Şirket söz konusu saldırının kaç kişiyi etkilediği ve kimleri hedef aldığını belirleyebilmek için zamana ihtiyaç olduğunu söylüyor.
Şirket Pazartesi günü yayınladığı çağrı ile dünyadaki tüm kullanıcılarına tedbir için uygulamayı güncellemeleri çağrısında bulundu.
ABD'de emniyet yetkilileri ve siber güvenlik uzmanları için de uyarı mesajları yayımlandı.
WhatsApp, internet sitesinde güvenlik sistemini şöyle niteliyor:
"Gizlilik ve güvenlik DNA'mızda var, işte bu nedenle uygulamamızda uçtan uca şifreleme özelliği de var."
WhatsApp'a 2016'da getirilen bu özelliğin amacı mesaj, fotoğraf, sesli mesajlar, arama ve belgelerin "yanlış ellere düşmesini" engellemek.
Günümüzde WhatsApp'ın yanında, Viber ve Telegram gibi pek çok uygulama uçtan uca şifreleme sistemini kullanıyor.

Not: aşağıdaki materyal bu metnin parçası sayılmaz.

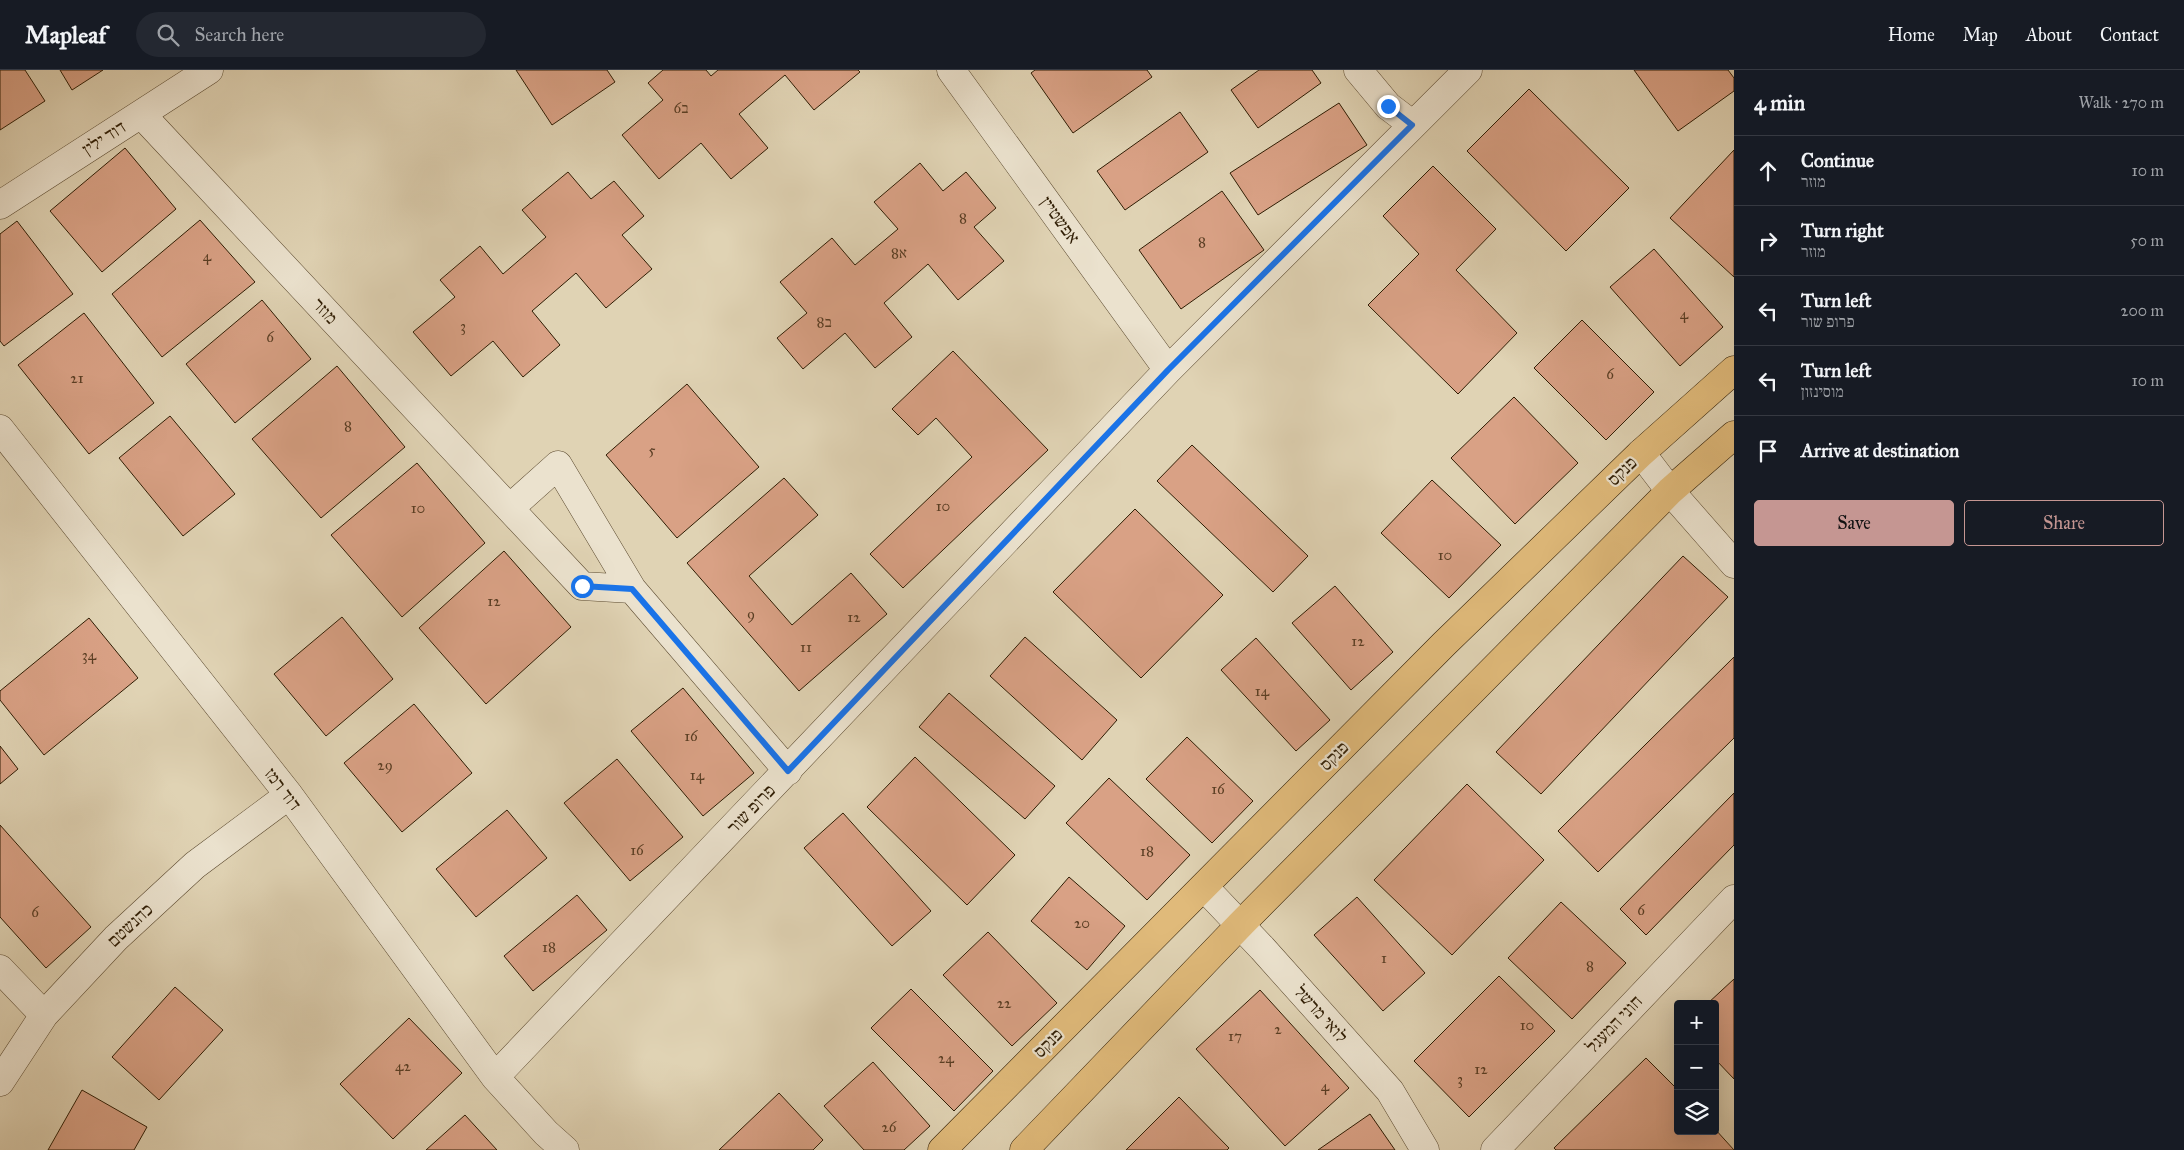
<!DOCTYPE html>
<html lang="en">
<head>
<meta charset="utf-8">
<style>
  :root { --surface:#171b24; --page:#242831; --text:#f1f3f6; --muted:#9ea1a6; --line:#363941; --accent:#c59692 }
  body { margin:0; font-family:"IM FELL Great Primer","Frank Ruhl Libre",serif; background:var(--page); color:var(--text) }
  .controls { position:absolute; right:15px; bottom:15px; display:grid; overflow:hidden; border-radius:5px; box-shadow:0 5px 20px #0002 }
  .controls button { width:45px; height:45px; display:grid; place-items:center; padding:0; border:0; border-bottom:1px solid var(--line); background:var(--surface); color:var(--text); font:25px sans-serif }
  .stop { position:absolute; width:15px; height:15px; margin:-11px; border:4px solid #1a73e8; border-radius:50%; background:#fff }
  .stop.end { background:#1a73e8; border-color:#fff; box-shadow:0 1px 5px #0008 }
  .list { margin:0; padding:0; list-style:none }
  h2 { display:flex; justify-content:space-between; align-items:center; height:65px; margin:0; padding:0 20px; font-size:21px }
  h2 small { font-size:16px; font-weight:400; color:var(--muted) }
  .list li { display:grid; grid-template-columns:32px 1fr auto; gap:15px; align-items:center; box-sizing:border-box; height:70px; padding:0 20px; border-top:1px solid var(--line) }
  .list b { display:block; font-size:19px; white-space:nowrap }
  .list p { margin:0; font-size:16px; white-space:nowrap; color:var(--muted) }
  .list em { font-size:16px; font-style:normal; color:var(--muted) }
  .actions { display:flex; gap:10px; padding:15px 20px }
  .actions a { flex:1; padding:11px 0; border:1px solid var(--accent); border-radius:5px; text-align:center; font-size:18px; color:var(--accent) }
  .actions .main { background:var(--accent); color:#111 }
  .icon { flex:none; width:28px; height:28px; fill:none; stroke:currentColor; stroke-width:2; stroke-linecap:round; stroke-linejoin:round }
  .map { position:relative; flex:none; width:1734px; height:1080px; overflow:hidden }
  header { display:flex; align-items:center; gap:30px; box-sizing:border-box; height:70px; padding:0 25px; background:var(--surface); border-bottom:1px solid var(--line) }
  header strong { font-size:24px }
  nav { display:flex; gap:28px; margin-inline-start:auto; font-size:18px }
  .search { width:350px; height:45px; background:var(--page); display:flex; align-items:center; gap:12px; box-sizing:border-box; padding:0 18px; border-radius:28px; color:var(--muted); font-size:19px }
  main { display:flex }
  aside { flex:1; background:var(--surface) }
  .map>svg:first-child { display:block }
</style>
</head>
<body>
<header>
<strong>Mapleaf</strong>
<div class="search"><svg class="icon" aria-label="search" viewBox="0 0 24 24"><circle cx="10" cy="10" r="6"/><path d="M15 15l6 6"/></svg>Search here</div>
<nav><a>Home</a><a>Map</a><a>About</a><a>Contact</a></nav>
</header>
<main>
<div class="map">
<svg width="1734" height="1080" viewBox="0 0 1734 1080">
  <rect width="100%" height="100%" fill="#e0d3b4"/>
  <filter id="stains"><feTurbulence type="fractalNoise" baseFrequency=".004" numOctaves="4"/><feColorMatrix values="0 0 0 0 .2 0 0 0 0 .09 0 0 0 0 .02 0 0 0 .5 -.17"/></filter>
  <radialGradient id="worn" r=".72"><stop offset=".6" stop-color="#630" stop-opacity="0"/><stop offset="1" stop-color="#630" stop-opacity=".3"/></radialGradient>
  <path fill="#d9a185" stroke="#2f1d04" d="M0,0H25L45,31L0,60Z
    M60,0H103L72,20Z
    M516,0H607L615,12L552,55Z
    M663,0H706L711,6L718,0H858L860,2L814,40L785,5L739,44L768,78L731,109L701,73L659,109L622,65L663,30L648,13Z
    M1035,0H1147L1152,7L1073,63L1031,3Z
    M1259,0H1312L1321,13L1258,58L1231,20Z
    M1634,0H1728L1734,8V21L1678,61Z
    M1529,19L1629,118L1566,181L1467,81Z
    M1339,33L1367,75L1258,145L1230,103Z
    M1180,42L1208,82L1125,140L1097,101Z
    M125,78L176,139L102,202L50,141Z
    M1734,80V207L1670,148Z
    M920,93L943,121L966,102L996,138L974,157L1004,191L958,230L928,194L884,233L912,267L875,298L845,263L803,299L777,268L807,243L780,212L832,168L855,195L898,159L874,132Z
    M1433,96L1496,159L1456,200L1517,263L1458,324L1368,235L1419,184L1383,146Z
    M568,102L591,129L614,111L644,146L622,165L652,199L606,238L576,203L532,241L560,275L523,307L493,271L451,306L413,262L455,227L440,210L480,176L503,204L546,167L522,140Z
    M1222,121L1264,180L1181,239L1139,180Z
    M200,150L255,212L162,287L112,224Z
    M17,151L73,224L4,276L0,271V164Z
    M1654,179L1723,257L1680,296L1610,217Z
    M262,230L311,289L235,353L186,294Z
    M84,243L154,333L89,384L18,295Z
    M1582,250L1654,322L1606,370L1534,298Z
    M953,281L1048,380L903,518L870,484L972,387L936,348L918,365L892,339Z
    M337,296L405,377L321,448L252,369Z
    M687,314L759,397L677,468L606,385Z
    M1514,327L1578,393L1515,454L1451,388Z
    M170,346L235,424L183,466L119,388Z
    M1192,375L1308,486L1273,522L1157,411Z
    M417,393L485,473L402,547L331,465Z
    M784,408L818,445L749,506L792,555L851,503L887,544L799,621L687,493Z
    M1432,410L1501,475L1449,528L1381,463Z
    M1135,439L1223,525L1141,608L1053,522Z
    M504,481L571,557L486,634L419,558Z
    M1683,486L1728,527L1541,724L1496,682Z
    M1335,516L1393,582L1351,620L1292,553Z
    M342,547L393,609L326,666L274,604Z
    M89,548L138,608L44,685L0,630V621Z
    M1025,567L1117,650L1082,690L990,606Z
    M1256,568L1330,650L1296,681L1221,600Z
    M1734,587V668L1598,802L1558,761Z
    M683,618L754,703L703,746L631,661Z
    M949,623L1055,716L1025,749L919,657Z
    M414,634L472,703L402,762L344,693Z
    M1187,667L1253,731L1212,773L1146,709Z
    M0,676L18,699L0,714Z
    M915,687L1015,785L967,835L867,737Z
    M617,689L683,767L630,811L564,733Z
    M1109,708L1190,785L1147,830L1066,753Z
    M1467,714L1544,790L1452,885L1374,810Z
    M1734,723V775L1646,865L1620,839Z
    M507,740L547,788L476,847L436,799Z
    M843,743L931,841L892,876L804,778Z
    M0,755L91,857L46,898L0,847Z
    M1069,807L1125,856L1087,900L1031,851Z
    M577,825L607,860L533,921L504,886Z
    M1357,827L1425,903L1383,941L1314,865Z
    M1561,832L1626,893L1572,949L1508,888Z
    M988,862L1057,933L1012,976L943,905Z
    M1499,906L1555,961L1469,1047L1414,991Z
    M1734,909V1009L1715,989V934H1707Z
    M175,917L223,960L159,1030L112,987Z
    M911,919L993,1001L954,1041L871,958Z
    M1260,920L1349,1018L1285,1076L1196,979Z
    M409,948L462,1003L393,1069L340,1014Z
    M1646,988L1678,1020V1061H1715V1059L1734,1080H1556L1554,1078Z
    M873,992L930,1056L904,1080H864L824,1036Z
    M82,1020L147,1057L134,1080H48Z
    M779,1023L823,1070L813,1080H719Z
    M1179,1027L1229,1078L1227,1080H1126Z
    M1370,1044L1395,1080H1318Z
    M465,1045L497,1080H426Z"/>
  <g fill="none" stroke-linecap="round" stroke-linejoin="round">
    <defs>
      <path id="minor" d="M951,0L1168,300
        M1358,0L1388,36L1413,55
        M141,44L582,516L632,519L788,701
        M0,135L209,0
        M0,359L289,725L495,1007L546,1063L565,1080
        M1641,383L1670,421L1734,494
        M510,438L558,395L632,519
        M1204,817L1262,878L1390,1021L1425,1080
        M0,899L44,945
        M495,1007L1168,300L1468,0
        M0,1012L44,945L116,868L195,795L289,725
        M1495,1080L1734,829"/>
      <path id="major" d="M942,1080L1444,574L1641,383L1734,300
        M1024,1080L1240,855L1670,421L1734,365"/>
    </defs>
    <use href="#minor" stroke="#5b4a30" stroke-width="29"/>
    <use href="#major" stroke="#2f1d04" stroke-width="29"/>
    <use href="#minor" stroke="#ebe2ce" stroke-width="28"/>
    <use href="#major" stroke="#e0ba7a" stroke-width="28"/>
  </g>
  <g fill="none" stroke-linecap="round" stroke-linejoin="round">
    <path stroke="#1a73e8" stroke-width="6" d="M582,516L632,519L788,701L1168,300L1412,55L1388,36"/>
  </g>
  <g text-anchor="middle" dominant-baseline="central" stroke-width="4.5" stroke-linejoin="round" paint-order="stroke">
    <g font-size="15" fill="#5a3e24">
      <text x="681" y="38">6ב</text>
      <text x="963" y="148">8</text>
      <text x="1202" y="172">8</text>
      <text x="899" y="183">8א</text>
      <text x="207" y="186">4</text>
      <text x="1684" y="244">4</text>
      <text x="824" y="252">8ב</text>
      <text x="463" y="256">3</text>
      <text x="270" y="267">6</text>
      <text x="1610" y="304">6</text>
      <text x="77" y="308">21</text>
      <text x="348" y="356">8</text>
      <text x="652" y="380">5</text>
      <text x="943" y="436">10</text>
      <text x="418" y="438">10</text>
      <text x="1445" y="485">10</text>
      <text x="494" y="531">12</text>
      <text x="751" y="544">9</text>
      <text x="854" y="547">12</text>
      <text x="1358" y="571">12</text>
      <text x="806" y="577">11</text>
      <text x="89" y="585">34</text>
      <text x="1262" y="621">14</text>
      <text x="691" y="666">16</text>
      <text x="385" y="695">29</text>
      <text x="697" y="705">14</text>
      <text x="1218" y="719">16</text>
      <text x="637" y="780">16</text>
      <text x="1147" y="781">18</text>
      <text x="1641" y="840">6</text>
      <text x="35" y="842">6</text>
      <text x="1082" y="853">20</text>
      <text x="549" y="877">18</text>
      <text x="1384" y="888">1</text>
      <text x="1590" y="896">8</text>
      <text x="1004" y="933">22</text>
      <text x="1527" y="955">10</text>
      <text x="1278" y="959">2</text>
      <text x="1235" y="966">17</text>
      <text x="946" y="988">24</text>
      <text x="403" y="996">42</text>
      <text x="1481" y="999">12</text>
      <text x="1460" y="1009">3</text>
      <text x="1325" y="1016">4</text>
      <text x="889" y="1057">26</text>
    </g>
    <g font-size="18" fill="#2f1d04" stroke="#ebe2ce">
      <text transform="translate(104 68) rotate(-33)">דוד ילין</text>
      <text transform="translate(1060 150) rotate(54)">אפשטיין</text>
      <text transform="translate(325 241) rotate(47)">מוזר</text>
      <text transform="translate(1622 401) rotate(-44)">פנקס</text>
      <text transform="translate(1334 686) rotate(-45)">פנקס</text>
      <text transform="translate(283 719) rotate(53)">דוד רמז</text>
      <text transform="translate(751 739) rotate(-46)">פרופ שור</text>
      <text transform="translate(130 855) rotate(-43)">כהנשטם</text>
      <text transform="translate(1321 944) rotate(48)">לואי מרשל</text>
      <text transform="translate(1614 954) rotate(-46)">חוני המעגל</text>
      <text transform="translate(1048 973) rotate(-45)">פנקס</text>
    </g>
  </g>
  <rect width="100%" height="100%" filter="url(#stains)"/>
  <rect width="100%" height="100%" fill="url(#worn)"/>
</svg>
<div class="controls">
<button>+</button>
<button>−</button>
<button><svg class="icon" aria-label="layers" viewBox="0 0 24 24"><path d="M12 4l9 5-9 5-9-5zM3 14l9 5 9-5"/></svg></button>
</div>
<div class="stop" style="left:582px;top:516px"></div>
<div class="stop end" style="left:1388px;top:36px"></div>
</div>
<aside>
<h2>4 min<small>Walk · 270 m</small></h2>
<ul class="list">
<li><svg class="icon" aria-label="ahead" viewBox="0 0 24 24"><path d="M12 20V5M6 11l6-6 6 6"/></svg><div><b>Continue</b><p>מוזר</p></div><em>10 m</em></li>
<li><svg class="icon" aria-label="right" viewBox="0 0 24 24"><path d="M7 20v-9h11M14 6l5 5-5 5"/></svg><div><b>Turn right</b><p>מוזר</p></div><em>50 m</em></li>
<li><svg class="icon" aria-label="left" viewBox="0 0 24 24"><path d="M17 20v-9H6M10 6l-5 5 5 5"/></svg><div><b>Turn left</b><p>פרופ שור</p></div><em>200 m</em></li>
<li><svg class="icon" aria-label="left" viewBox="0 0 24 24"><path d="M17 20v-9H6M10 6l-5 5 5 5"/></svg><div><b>Turn left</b><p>מוסינזון</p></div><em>10 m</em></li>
<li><svg class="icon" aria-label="arrive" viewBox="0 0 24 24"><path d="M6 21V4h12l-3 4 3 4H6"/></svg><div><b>Arrive at destination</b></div></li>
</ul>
<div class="actions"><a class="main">Save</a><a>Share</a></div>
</aside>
</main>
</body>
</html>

Twitter, Instagram ve Snapchat gibi uygulamalardaki mesajlaşmalar için bu gibi bir şifreleme sistemi bulunmuyor.
Facebook'un kurucusu Mark Zuckerberg "uçtan uca şifreleme" sistemiyle çalışan özel mesajlaşma uygulamalarının teknolojinin geleceği olduğunu söylüyor.
Ancak bu son vakada olduğu gibi biz daha ne olduğunu anlayamadan özel şirketler aracılığıyla telefonumuzun ele geçirilebilmesi mümkünse, geleceğimiz çok da parlak olmayabilir.